Among the lines below, a stretch begins at the one with "Summarize the content" and ends at the one with "Quick job: Extract". Repeat that stretch exactly, ends included.

═══ Material for this task

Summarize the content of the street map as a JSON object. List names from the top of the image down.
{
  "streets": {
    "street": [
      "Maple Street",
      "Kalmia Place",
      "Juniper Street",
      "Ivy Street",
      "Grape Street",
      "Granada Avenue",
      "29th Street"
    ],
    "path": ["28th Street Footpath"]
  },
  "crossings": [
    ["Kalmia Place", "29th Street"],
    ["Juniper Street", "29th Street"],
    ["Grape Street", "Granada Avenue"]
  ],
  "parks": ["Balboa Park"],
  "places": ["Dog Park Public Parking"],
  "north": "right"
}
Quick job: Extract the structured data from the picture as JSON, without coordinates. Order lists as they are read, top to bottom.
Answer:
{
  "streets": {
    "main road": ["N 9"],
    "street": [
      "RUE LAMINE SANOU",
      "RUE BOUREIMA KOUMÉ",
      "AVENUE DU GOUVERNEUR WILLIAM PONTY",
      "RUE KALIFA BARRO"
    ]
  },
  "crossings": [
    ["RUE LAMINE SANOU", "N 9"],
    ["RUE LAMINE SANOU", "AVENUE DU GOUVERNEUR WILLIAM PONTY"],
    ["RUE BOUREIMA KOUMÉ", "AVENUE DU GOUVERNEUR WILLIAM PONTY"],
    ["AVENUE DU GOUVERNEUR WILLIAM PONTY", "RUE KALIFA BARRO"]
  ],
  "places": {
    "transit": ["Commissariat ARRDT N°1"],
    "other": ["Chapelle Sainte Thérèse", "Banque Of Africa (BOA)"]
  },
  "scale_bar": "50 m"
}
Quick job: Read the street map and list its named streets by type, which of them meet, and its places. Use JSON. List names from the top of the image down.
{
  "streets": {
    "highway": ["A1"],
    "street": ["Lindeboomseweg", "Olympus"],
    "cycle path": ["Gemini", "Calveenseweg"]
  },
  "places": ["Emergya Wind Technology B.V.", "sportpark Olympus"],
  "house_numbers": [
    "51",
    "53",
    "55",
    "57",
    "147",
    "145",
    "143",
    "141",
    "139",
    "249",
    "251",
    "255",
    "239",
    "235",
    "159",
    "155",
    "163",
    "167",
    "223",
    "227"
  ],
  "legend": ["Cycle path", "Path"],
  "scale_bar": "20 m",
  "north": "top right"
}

══════
═══ Material for this task

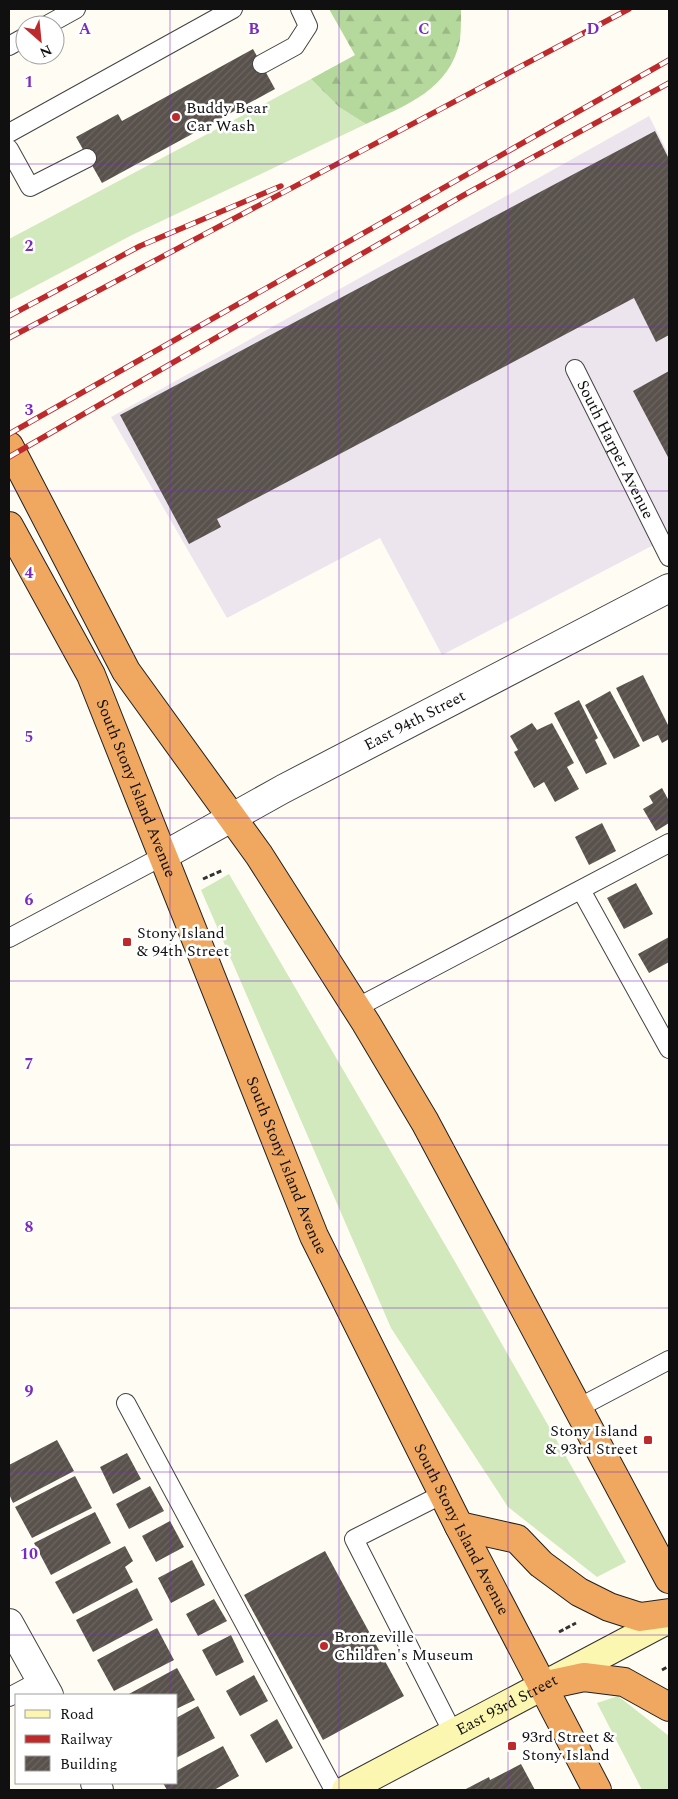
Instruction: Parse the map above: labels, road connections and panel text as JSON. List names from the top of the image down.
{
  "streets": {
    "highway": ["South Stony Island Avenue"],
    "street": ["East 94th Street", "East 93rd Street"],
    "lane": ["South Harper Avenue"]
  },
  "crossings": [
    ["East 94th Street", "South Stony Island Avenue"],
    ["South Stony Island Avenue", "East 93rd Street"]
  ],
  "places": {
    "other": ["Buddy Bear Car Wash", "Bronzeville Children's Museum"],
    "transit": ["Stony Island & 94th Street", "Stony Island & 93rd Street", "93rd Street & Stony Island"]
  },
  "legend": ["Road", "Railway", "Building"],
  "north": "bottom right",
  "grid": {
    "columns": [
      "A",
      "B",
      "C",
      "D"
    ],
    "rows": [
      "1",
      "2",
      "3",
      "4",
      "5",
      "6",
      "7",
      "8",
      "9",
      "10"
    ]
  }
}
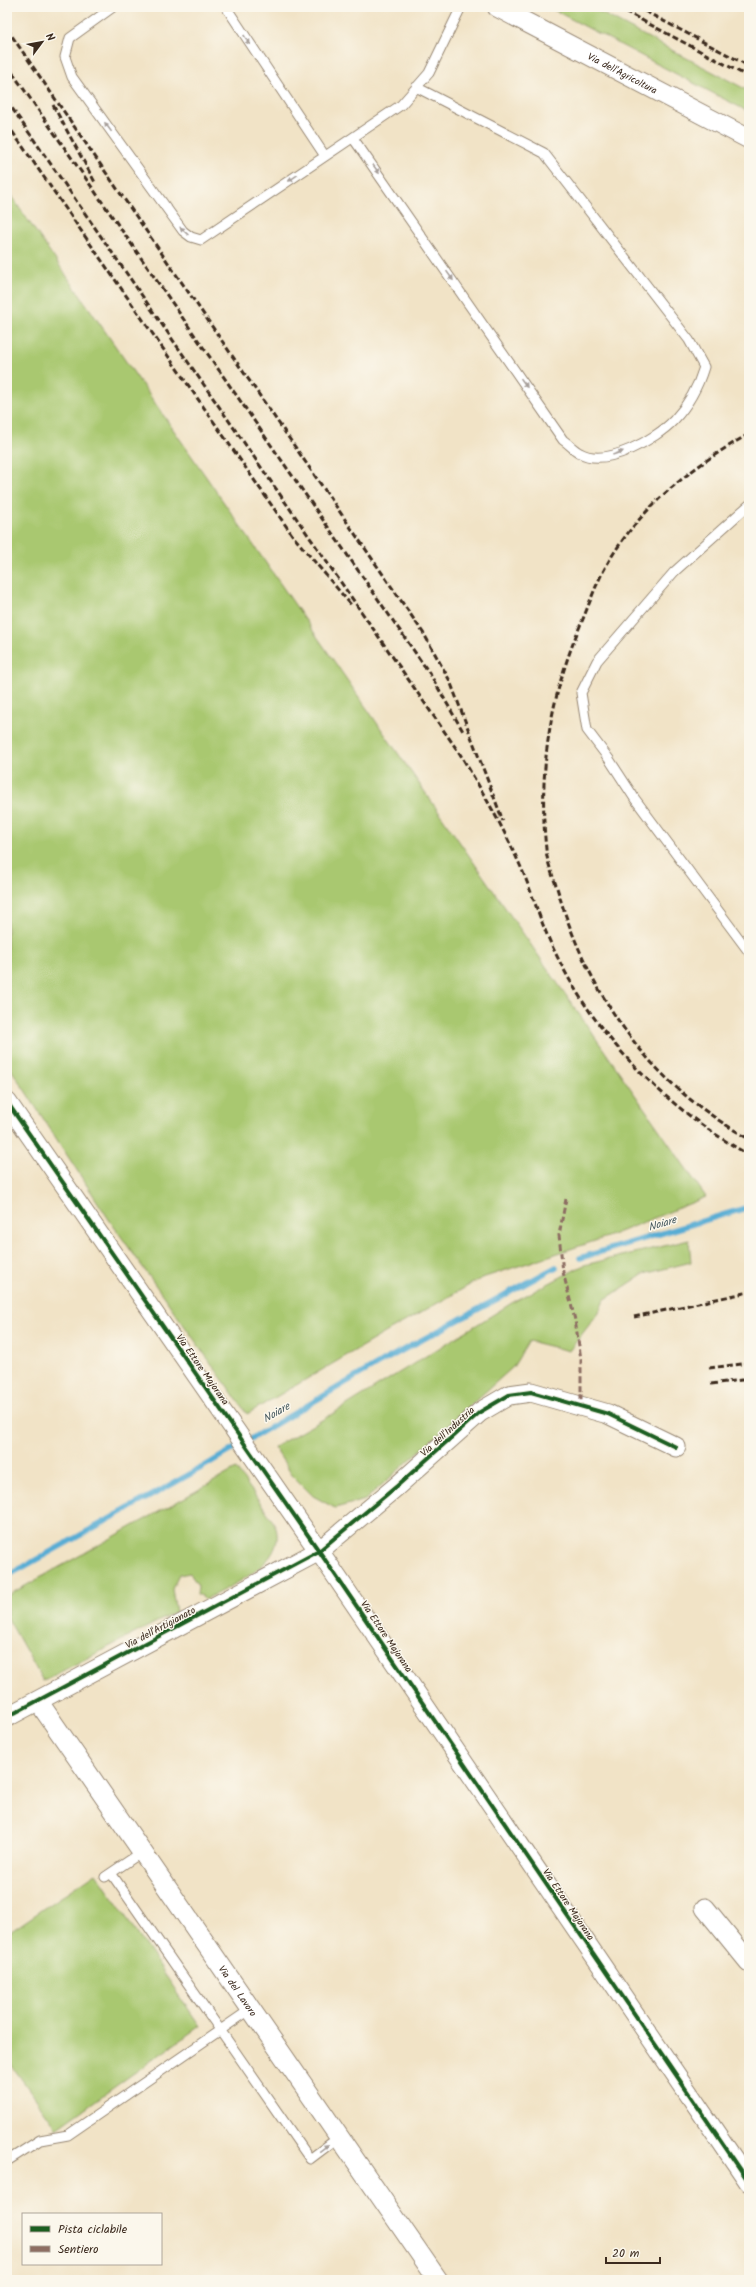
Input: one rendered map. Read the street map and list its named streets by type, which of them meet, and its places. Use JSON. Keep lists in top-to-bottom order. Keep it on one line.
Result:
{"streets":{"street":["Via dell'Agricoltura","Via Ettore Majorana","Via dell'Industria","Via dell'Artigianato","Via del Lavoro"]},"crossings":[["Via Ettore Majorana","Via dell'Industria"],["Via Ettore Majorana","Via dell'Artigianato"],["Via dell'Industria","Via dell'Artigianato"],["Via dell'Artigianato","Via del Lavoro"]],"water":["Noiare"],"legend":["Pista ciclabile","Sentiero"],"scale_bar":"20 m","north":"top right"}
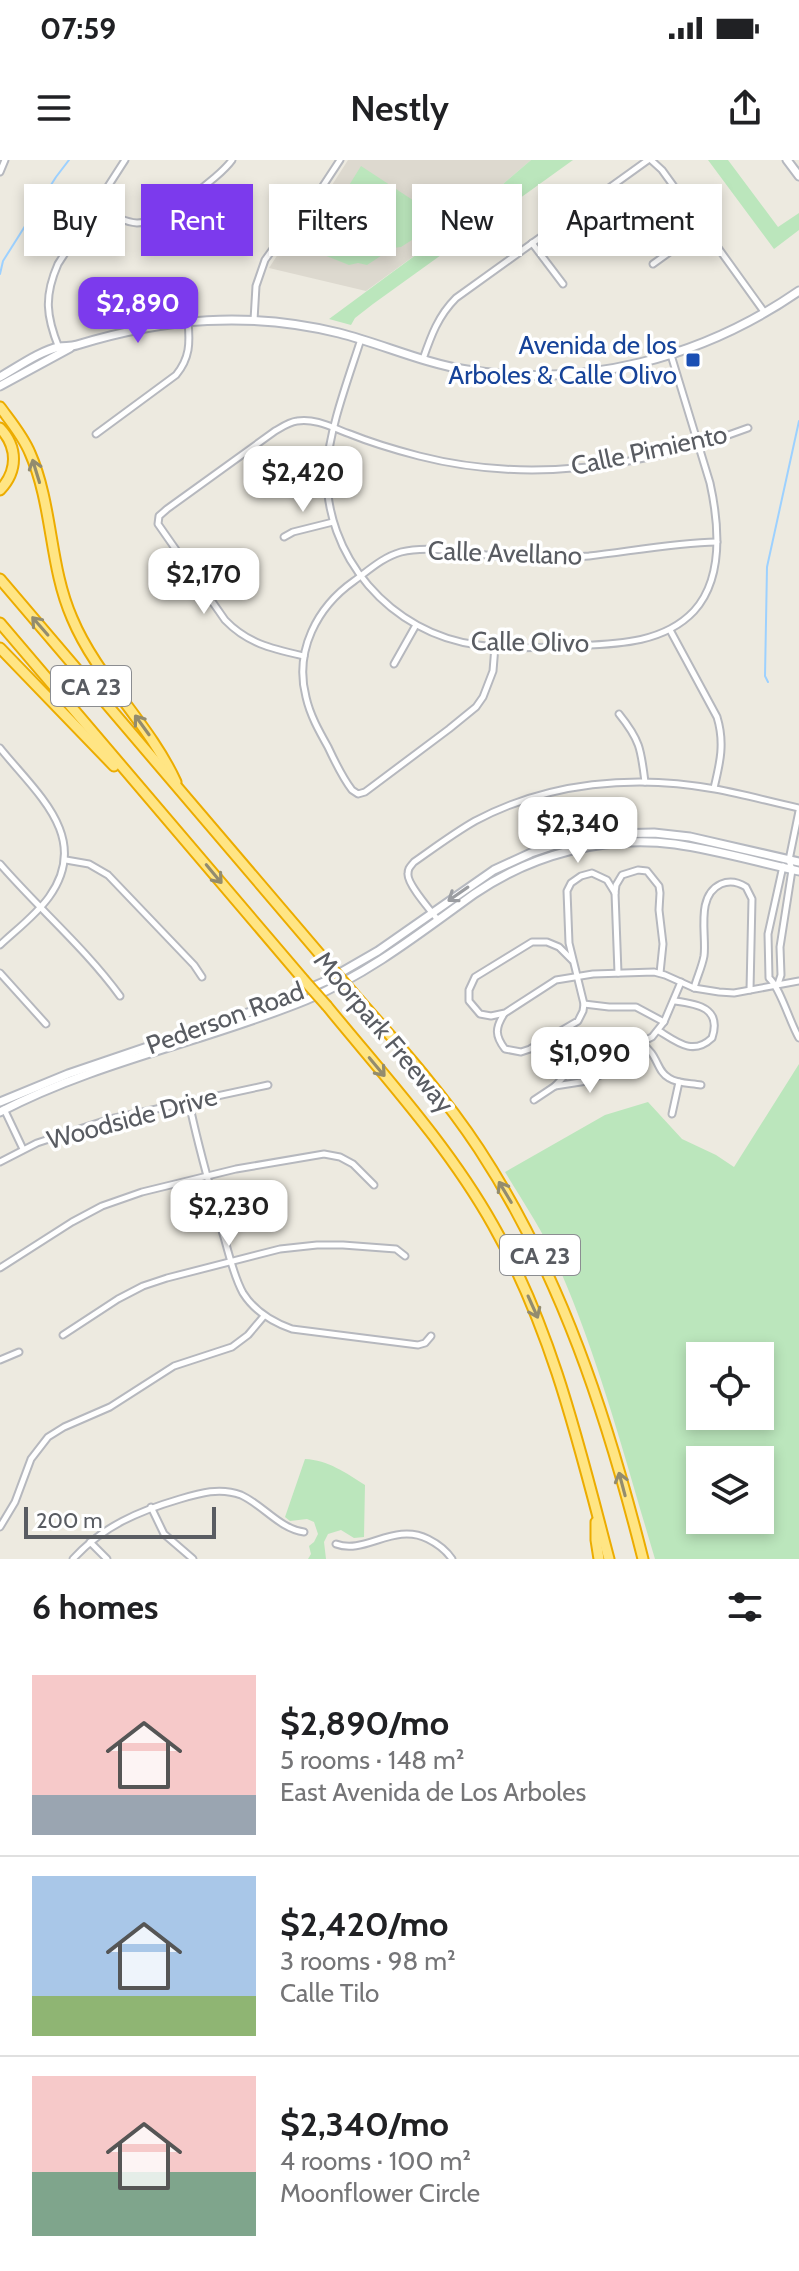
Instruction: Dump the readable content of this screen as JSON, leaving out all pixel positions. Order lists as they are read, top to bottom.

══════

_Task response_
Summarize the content of the street map as a JSON object. List names from the top of the image down.
{
  "streets": {
    "street": [
      "Maple Street",
      "Kalmia Place",
      "Juniper Street",
      "Ivy Street",
      "Grape Street",
      "Granada Avenue",
      "29th Street"
    ],
    "path": ["28th Street Footpath"]
  },
  "crossings": [
    ["Kalmia Place", "29th Street"],
    ["Juniper Street", "29th Street"],
    ["Grape Street", "Granada Avenue"]
  ],
  "parks": ["Balboa Park"],
  "places": ["Dog Park Public Parking"],
  "north": "right"
}
Quick job: Extract the structured data from the picture as JSON, without coordinates. Order lists as they are read, top to bottom.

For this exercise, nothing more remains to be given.